(Stored records)
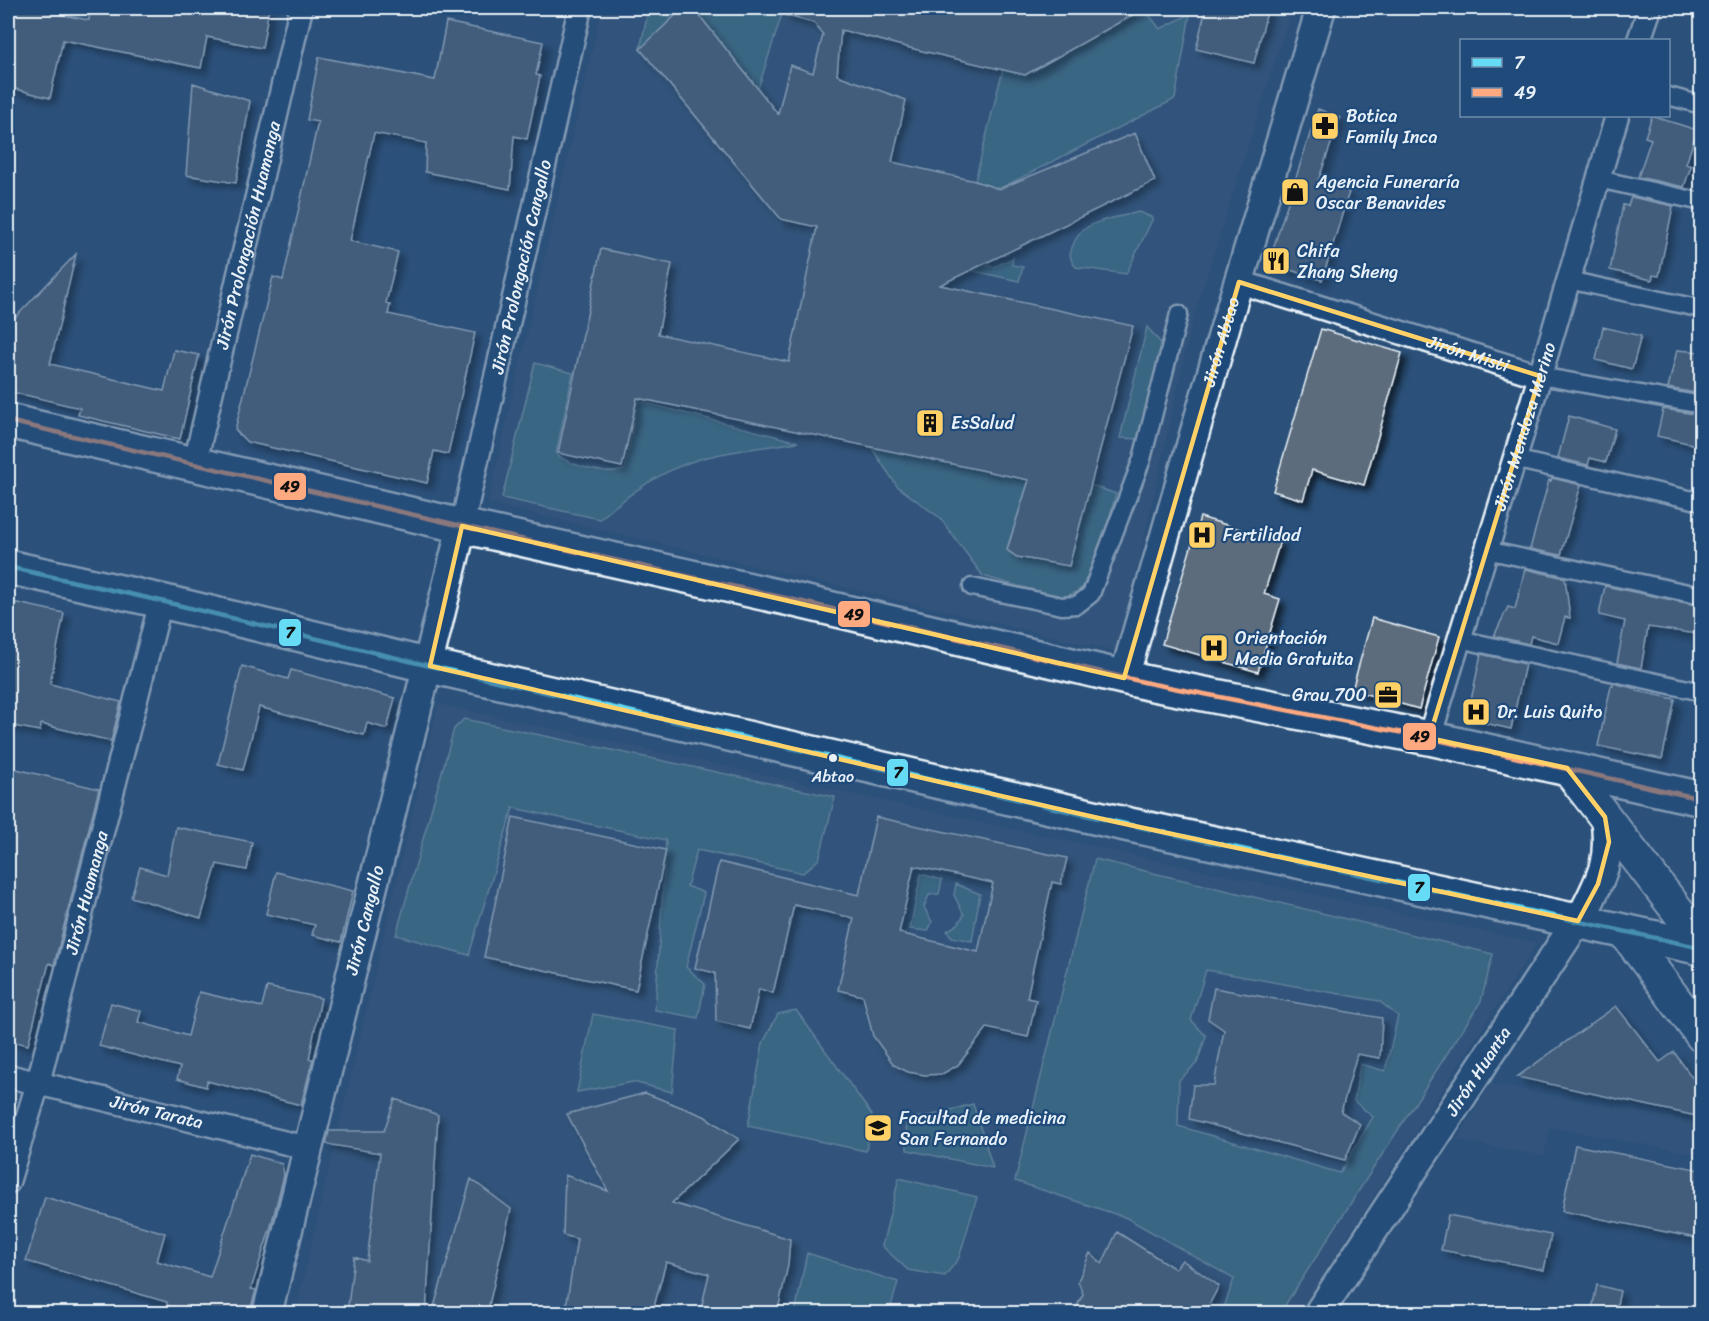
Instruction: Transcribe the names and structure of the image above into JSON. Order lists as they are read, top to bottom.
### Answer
{
  "streets": {
    "street": [
      "Jirón Prolongación Huamanga",
      "Jirón Prolongación Cangallo",
      "Jirón Abtao",
      "Jirón Misti",
      "Jirón Mendoza Merino",
      "Jirón Huamanga",
      "Jirón Cangallo",
      "Jirón Huanta",
      "Jirón Tarata"
    ]
  },
  "crossings": [
    ["Jirón Prolongación Cangallo", "Jirón Cangallo"],
    ["Jirón Abtao", "Jirón Misti"],
    ["Jirón Misti", "Jirón Mendoza Merino"],
    ["Jirón Huamanga", "Jirón Tarata"],
    ["Jirón Cangallo", "Jirón Tarata"]
  ],
  "places": {
    "pharmacy": ["Botica Family Inca"],
    "shop": ["Agencia Funeraría Oscar Benavides"],
    "restaurant": ["Chifa Zhang Sheng"],
    "building": ["EsSalud"],
    "hospital": ["Fertilidad", "Orientación Media Gratuita", "Dr. Luis Quito"],
    "office": ["Grau 700"],
    "other": ["Abtao"],
    "school or university": ["Facultad de medicina San Fernando"]
  },
  "lines": ["transit line 49", "transit line 7"],
  "legend": ["7", "49"]
}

## YOUR ASSIGNMENT
Lines from the entries that contain the string "Abtao" are what must be copied.

## RESPONSE TO THIS EXERCISE
      "Jirón Abtao",
    ["Jirón Abtao", "Jirón Misti"],
    "other": ["Abtao"],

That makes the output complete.